Exercise aim >> Pull every line containing the word "stop" from the records.

[[ Listed records open ]]

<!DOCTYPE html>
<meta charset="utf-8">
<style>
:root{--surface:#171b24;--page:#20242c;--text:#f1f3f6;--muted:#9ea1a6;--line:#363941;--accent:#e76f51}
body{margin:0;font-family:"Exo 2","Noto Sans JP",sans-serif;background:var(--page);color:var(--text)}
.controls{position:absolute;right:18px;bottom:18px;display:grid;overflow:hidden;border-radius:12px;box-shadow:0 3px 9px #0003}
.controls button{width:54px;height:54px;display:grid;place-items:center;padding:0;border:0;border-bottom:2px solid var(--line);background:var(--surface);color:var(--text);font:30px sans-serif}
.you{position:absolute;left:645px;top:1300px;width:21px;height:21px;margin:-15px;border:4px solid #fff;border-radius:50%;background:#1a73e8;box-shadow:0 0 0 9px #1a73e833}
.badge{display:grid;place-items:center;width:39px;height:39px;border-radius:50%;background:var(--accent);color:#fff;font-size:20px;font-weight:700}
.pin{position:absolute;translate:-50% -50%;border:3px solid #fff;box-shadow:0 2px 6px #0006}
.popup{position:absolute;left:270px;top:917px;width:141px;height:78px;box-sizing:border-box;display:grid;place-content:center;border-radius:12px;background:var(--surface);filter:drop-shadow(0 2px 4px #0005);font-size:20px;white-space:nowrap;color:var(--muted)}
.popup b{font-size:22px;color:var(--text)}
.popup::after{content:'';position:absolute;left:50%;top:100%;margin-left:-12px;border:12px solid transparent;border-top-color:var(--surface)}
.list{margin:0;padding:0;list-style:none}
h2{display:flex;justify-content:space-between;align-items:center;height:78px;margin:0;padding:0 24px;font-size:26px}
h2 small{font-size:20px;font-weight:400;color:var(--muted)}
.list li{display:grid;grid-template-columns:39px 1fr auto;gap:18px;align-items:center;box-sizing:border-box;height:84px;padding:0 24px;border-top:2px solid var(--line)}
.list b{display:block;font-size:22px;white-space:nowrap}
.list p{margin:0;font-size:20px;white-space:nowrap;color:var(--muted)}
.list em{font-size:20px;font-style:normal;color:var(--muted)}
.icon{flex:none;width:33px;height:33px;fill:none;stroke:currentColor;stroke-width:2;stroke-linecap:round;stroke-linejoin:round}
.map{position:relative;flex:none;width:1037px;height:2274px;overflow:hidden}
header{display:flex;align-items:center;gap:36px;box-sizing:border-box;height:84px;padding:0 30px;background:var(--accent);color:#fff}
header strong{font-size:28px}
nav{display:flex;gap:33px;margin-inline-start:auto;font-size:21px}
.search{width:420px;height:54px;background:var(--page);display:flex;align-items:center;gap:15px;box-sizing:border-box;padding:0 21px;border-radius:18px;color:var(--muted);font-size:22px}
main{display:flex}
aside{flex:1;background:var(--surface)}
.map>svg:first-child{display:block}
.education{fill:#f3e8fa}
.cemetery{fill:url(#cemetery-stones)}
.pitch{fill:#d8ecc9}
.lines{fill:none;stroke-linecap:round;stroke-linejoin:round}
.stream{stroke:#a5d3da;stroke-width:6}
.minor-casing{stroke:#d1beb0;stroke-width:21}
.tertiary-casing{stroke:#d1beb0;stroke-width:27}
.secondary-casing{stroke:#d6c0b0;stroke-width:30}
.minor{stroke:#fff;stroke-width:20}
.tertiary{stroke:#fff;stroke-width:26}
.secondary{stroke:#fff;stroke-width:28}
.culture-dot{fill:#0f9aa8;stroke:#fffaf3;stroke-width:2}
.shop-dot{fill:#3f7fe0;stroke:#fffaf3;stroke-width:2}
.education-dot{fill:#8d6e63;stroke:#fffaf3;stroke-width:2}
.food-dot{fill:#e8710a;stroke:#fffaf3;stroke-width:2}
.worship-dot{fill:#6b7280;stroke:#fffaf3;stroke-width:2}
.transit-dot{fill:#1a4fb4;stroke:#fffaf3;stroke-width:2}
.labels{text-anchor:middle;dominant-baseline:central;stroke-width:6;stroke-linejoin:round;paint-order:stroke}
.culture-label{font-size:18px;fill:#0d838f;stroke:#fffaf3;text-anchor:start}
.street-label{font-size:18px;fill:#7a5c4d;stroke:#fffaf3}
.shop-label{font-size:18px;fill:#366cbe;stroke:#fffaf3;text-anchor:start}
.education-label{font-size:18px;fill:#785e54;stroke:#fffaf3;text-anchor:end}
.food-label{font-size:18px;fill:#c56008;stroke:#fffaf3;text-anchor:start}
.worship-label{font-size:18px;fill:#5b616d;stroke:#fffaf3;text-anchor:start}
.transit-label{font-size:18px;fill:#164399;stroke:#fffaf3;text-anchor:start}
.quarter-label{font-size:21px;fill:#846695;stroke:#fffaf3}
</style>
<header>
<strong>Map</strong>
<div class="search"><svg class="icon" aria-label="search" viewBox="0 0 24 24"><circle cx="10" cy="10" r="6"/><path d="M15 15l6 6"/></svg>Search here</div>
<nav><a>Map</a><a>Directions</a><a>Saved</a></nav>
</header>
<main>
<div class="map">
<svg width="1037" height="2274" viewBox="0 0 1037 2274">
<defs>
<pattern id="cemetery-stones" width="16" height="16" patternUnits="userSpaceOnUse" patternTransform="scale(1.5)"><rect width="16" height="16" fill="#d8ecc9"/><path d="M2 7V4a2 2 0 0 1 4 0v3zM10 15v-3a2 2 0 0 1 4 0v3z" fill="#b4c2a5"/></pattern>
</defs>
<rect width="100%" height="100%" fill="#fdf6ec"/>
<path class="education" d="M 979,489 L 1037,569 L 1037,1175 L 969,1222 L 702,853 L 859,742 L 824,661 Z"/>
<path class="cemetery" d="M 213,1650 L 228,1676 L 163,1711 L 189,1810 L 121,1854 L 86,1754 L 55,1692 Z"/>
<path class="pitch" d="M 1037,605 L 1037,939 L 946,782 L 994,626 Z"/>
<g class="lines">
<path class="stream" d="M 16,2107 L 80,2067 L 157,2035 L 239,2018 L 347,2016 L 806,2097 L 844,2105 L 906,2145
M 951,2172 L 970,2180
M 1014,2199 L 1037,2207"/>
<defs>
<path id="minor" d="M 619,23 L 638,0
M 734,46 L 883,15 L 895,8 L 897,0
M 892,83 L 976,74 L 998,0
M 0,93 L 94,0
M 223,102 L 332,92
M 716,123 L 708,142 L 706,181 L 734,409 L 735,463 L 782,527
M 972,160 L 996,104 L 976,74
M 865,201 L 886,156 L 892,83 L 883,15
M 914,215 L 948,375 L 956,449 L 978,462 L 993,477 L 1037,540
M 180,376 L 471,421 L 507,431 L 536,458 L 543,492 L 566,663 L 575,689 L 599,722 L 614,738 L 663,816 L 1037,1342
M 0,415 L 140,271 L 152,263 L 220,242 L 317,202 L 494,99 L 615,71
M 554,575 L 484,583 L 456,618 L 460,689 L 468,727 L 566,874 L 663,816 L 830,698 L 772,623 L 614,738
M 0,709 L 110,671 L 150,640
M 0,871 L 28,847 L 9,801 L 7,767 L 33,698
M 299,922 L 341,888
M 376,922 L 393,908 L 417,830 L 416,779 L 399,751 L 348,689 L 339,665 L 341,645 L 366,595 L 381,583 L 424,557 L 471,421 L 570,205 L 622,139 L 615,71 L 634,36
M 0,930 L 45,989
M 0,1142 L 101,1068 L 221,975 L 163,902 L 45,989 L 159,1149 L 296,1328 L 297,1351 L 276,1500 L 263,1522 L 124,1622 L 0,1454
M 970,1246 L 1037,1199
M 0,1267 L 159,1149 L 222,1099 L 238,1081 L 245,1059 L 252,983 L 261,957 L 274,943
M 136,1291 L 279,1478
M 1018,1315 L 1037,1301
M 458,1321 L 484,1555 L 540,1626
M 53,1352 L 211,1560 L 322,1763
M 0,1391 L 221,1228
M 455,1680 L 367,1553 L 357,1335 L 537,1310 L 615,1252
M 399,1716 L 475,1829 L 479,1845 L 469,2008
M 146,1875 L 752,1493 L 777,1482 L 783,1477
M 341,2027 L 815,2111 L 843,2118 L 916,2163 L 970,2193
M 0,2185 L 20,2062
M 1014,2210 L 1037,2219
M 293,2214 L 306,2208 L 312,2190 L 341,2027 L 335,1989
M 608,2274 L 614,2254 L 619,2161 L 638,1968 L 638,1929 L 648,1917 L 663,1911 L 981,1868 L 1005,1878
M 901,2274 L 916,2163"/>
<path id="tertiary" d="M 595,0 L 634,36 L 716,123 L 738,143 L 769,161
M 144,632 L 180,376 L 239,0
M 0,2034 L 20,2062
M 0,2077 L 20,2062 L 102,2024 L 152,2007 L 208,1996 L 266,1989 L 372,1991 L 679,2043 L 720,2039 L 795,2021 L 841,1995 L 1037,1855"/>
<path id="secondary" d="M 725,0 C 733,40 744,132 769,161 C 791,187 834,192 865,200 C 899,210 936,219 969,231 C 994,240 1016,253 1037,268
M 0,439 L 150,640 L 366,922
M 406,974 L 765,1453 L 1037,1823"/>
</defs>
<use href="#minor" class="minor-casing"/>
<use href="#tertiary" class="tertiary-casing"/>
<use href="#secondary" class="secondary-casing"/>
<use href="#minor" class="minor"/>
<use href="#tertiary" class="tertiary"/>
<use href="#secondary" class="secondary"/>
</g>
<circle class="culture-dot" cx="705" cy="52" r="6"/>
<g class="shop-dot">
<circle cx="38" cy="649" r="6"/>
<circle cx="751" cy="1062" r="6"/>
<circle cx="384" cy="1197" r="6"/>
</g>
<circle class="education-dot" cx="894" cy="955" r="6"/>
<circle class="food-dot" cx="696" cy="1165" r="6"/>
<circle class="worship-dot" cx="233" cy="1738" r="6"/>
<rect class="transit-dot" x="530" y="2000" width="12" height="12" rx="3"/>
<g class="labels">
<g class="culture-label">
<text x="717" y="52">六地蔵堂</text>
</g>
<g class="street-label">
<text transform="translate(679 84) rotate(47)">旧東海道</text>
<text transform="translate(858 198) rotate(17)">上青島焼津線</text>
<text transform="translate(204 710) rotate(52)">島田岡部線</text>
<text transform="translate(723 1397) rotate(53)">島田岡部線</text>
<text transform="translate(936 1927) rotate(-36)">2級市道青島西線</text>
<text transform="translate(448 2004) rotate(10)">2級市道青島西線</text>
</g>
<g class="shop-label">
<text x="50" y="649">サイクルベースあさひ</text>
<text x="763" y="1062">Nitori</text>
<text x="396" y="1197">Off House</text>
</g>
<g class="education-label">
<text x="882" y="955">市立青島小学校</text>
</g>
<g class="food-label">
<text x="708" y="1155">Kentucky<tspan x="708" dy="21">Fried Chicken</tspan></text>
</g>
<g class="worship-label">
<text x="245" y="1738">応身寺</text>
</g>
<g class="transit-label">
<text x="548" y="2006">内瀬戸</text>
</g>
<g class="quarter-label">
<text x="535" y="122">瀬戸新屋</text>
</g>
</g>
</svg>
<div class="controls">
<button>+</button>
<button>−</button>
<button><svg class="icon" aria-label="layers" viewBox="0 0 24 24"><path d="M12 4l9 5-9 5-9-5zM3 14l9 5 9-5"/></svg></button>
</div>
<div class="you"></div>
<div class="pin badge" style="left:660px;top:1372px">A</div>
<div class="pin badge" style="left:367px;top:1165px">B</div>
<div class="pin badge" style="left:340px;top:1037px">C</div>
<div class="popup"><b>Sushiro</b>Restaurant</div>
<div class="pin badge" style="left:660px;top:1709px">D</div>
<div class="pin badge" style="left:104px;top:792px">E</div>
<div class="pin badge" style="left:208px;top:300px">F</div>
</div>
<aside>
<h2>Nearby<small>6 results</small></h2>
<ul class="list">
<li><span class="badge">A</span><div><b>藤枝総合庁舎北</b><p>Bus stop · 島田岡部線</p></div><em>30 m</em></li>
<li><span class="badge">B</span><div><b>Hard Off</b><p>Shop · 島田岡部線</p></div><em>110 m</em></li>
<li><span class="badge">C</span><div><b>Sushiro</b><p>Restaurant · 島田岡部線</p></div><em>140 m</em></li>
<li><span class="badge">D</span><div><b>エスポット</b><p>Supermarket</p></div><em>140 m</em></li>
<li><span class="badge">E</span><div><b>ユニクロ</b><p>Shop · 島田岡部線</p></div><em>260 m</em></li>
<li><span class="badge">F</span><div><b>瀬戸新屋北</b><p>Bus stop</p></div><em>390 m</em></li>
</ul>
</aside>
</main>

[[ Listed records closed ]]

Output >>
<li><span class="badge">A</span><div><b>藤枝総合庁舎北</b><p>Bus stop · 島田岡部線</p></div><em>30 m</em></li>
<li><span class="badge">F</span><div><b>瀬戸新屋北</b><p>Bus stop</p></div><em>390 m</em></li>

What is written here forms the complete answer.